● About this task: The listing has to be given again in full and exactly.

* * * * * * * * *

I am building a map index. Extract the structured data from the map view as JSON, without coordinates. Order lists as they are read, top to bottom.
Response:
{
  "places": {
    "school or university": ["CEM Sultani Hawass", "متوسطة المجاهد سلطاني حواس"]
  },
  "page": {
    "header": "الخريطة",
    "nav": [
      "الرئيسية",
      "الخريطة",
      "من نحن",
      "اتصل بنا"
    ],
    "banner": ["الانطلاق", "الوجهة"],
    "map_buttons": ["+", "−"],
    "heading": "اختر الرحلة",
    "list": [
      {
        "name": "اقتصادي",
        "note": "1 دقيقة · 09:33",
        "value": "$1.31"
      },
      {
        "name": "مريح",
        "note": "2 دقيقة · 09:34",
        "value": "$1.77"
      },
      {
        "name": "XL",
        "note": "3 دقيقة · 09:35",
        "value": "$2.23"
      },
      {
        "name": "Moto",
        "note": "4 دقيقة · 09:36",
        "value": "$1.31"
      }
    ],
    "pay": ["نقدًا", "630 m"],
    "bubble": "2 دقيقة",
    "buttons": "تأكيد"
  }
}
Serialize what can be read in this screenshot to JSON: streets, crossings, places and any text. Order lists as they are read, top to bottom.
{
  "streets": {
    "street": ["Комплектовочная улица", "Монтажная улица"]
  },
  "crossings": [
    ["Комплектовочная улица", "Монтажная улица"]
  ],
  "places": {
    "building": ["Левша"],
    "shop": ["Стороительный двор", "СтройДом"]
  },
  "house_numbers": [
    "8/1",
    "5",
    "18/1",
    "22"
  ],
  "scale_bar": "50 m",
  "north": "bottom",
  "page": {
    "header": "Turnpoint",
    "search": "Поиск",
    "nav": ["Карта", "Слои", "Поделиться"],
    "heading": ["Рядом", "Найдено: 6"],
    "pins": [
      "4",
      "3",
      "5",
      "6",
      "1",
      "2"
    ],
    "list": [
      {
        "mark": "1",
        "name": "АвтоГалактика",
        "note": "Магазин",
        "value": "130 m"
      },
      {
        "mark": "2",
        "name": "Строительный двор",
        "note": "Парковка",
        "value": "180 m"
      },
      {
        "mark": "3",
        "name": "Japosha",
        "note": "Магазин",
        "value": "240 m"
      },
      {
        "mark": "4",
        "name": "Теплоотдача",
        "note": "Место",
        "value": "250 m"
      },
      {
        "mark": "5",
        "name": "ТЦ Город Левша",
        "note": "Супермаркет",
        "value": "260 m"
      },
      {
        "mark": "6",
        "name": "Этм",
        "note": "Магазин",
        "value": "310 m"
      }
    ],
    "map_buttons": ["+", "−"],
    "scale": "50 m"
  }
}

* * * * * * * * *

● Output:
I am building a map index. Extract the structured data from the map view as JSON, without coordinates. Order lists as they are read, top to bottom.
Response:
{
  "places": {
    "school or university": ["CEM Sultani Hawass", "متوسطة المجاهد سلطاني حواس"]
  },
  "page": {
    "header": "الخريطة",
    "nav": [
      "الرئيسية",
      "الخريطة",
      "من نحن",
      "اتصل بنا"
    ],
    "banner": ["الانطلاق", "الوجهة"],
    "map_buttons": ["+", "−"],
    "heading": "اختر الرحلة",
    "list": [
      {
        "name": "اقتصادي",
        "note": "1 دقيقة · 09:33",
        "value": "$1.31"
      },
      {
        "name": "مريح",
        "note": "2 دقيقة · 09:34",
        "value": "$1.77"
      },
      {
        "name": "XL",
        "note": "3 دقيقة · 09:35",
        "value": "$2.23"
      },
      {
        "name": "Moto",
        "note": "4 دقيقة · 09:36",
        "value": "$1.31"
      }
    ],
    "pay": ["نقدًا", "630 m"],
    "bubble": "2 دقيقة",
    "buttons": "تأكيد"
  }
}
Serialize what can be read in this screenshot to JSON: streets, crossings, places and any text. Order lists as they are read, top to bottom.
{
  "streets": {
    "street": ["Комплектовочная улица", "Монтажная улица"]
  },
  "crossings": [
    ["Комплектовочная улица", "Монтажная улица"]
  ],
  "places": {
    "building": ["Левша"],
    "shop": ["Стороительный двор", "СтройДом"]
  },
  "house_numbers": [
    "8/1",
    "5",
    "18/1",
    "22"
  ],
  "scale_bar": "50 m",
  "north": "bottom",
  "page": {
    "header": "Turnpoint",
    "search": "Поиск",
    "nav": ["Карта", "Слои", "Поделиться"],
    "heading": ["Рядом", "Найдено: 6"],
    "pins": [
      "4",
      "3",
      "5",
      "6",
      "1",
      "2"
    ],
    "list": [
      {
        "mark": "1",
        "name": "АвтоГалактика",
        "note": "Магазин",
        "value": "130 m"
      },
      {
        "mark": "2",
        "name": "Строительный двор",
        "note": "Парковка",
        "value": "180 m"
      },
      {
        "mark": "3",
        "name": "Japosha",
        "note": "Магазин",
        "value": "240 m"
      },
      {
        "mark": "4",
        "name": "Теплоотдача",
        "note": "Место",
        "value": "250 m"
      },
      {
        "mark": "5",
        "name": "ТЦ Город Левша",
        "note": "Супермаркет",
        "value": "260 m"
      },
      {
        "mark": "6",
        "name": "Этм",
        "note": "Магазин",
        "value": "310 m"
      }
    ],
    "map_buttons": ["+", "−"],
    "scale": "50 m"
  }
}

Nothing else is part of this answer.